TASK DIRECTIONS ▸ Go through the lines below and retype each one exactly.

DATA EXCERPTS ▸
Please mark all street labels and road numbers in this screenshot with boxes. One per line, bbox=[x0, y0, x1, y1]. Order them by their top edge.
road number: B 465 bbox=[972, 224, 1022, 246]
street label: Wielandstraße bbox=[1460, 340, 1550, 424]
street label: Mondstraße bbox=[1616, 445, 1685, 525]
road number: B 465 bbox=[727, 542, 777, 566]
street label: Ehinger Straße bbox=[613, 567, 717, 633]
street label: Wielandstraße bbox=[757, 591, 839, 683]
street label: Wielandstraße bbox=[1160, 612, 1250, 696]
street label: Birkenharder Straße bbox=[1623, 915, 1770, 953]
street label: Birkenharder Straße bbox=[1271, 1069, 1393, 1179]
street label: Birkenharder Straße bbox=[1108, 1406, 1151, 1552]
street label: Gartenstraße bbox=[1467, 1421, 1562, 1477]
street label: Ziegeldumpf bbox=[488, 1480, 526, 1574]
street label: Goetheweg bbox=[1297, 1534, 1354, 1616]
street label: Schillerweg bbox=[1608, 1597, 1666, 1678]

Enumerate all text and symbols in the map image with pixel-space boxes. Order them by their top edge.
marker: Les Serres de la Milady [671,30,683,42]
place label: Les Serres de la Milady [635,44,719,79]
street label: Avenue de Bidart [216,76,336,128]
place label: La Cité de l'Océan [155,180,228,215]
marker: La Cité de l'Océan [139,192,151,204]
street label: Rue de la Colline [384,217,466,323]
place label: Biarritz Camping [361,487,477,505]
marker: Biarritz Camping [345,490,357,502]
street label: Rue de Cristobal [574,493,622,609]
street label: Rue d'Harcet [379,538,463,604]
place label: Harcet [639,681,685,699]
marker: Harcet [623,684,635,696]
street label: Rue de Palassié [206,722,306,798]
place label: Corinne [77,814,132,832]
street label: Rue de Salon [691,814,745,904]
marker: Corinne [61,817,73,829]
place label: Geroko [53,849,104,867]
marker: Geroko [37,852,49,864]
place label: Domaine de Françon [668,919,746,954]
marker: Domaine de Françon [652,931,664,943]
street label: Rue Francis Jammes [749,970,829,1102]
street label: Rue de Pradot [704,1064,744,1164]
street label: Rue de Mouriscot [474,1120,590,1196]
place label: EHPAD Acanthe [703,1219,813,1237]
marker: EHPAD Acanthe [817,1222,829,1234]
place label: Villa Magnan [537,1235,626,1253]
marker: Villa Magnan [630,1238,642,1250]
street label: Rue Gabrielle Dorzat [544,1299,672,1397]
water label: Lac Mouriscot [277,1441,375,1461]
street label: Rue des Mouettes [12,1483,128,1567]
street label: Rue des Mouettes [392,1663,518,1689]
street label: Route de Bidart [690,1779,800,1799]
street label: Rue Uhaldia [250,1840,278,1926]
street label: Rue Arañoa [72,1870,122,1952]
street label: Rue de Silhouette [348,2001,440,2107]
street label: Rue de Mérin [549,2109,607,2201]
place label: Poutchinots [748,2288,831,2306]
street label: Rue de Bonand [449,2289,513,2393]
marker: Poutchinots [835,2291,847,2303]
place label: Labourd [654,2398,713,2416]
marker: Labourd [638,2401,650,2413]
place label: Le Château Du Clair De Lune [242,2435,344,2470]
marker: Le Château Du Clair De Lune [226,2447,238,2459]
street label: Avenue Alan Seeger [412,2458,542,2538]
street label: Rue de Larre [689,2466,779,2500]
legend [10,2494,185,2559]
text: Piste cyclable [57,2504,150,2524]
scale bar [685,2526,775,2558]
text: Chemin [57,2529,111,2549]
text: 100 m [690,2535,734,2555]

RESPONSE BOX ▸
Please mark all street labels and road numbers in this screenshot with boxes. One per line, bbox=[x0, y0, x1, y1]. Order them by their top edge.
road number: B 465 bbox=[972, 224, 1022, 246]
street label: Wielandstraße bbox=[1460, 340, 1550, 424]
street label: Mondstraße bbox=[1616, 445, 1685, 525]
road number: B 465 bbox=[727, 542, 777, 566]
street label: Ehinger Straße bbox=[613, 567, 717, 633]
street label: Wielandstraße bbox=[757, 591, 839, 683]
street label: Wielandstraße bbox=[1160, 612, 1250, 696]
street label: Birkenharder Straße bbox=[1623, 915, 1770, 953]
street label: Birkenharder Straße bbox=[1271, 1069, 1393, 1179]
street label: Birkenharder Straße bbox=[1108, 1406, 1151, 1552]
street label: Gartenstraße bbox=[1467, 1421, 1562, 1477]
street label: Ziegeldumpf bbox=[488, 1480, 526, 1574]
street label: Goetheweg bbox=[1297, 1534, 1354, 1616]
street label: Schillerweg bbox=[1608, 1597, 1666, 1678]

Enumerate all text and symbols in the map image with pixel-space boxes. Order them by their top edge.
marker: Les Serres de la Milady [671,30,683,42]
place label: Les Serres de la Milady [635,44,719,79]
street label: Avenue de Bidart [216,76,336,128]
place label: La Cité de l'Océan [155,180,228,215]
marker: La Cité de l'Océan [139,192,151,204]
street label: Rue de la Colline [384,217,466,323]
place label: Biarritz Camping [361,487,477,505]
marker: Biarritz Camping [345,490,357,502]
street label: Rue de Cristobal [574,493,622,609]
street label: Rue d'Harcet [379,538,463,604]
place label: Harcet [639,681,685,699]
marker: Harcet [623,684,635,696]
street label: Rue de Palassié [206,722,306,798]
place label: Corinne [77,814,132,832]
street label: Rue de Salon [691,814,745,904]
marker: Corinne [61,817,73,829]
place label: Geroko [53,849,104,867]
marker: Geroko [37,852,49,864]
place label: Domaine de Françon [668,919,746,954]
marker: Domaine de Françon [652,931,664,943]
street label: Rue Francis Jammes [749,970,829,1102]
street label: Rue de Pradot [704,1064,744,1164]
street label: Rue de Mouriscot [474,1120,590,1196]
place label: EHPAD Acanthe [703,1219,813,1237]
marker: EHPAD Acanthe [817,1222,829,1234]
place label: Villa Magnan [537,1235,626,1253]
marker: Villa Magnan [630,1238,642,1250]
street label: Rue Gabrielle Dorzat [544,1299,672,1397]
water label: Lac Mouriscot [277,1441,375,1461]
street label: Rue des Mouettes [12,1483,128,1567]
street label: Rue des Mouettes [392,1663,518,1689]
street label: Route de Bidart [690,1779,800,1799]
street label: Rue Uhaldia [250,1840,278,1926]
street label: Rue Arañoa [72,1870,122,1952]
street label: Rue de Silhouette [348,2001,440,2107]
street label: Rue de Mérin [549,2109,607,2201]
place label: Poutchinots [748,2288,831,2306]
street label: Rue de Bonand [449,2289,513,2393]
marker: Poutchinots [835,2291,847,2303]
place label: Labourd [654,2398,713,2416]
marker: Labourd [638,2401,650,2413]
place label: Le Château Du Clair De Lune [242,2435,344,2470]
marker: Le Château Du Clair De Lune [226,2447,238,2459]
street label: Avenue Alan Seeger [412,2458,542,2538]
street label: Rue de Larre [689,2466,779,2500]
legend [10,2494,185,2559]
text: Piste cyclable [57,2504,150,2524]
scale bar [685,2526,775,2558]
text: Chemin [57,2529,111,2549]
text: 100 m [690,2535,734,2555]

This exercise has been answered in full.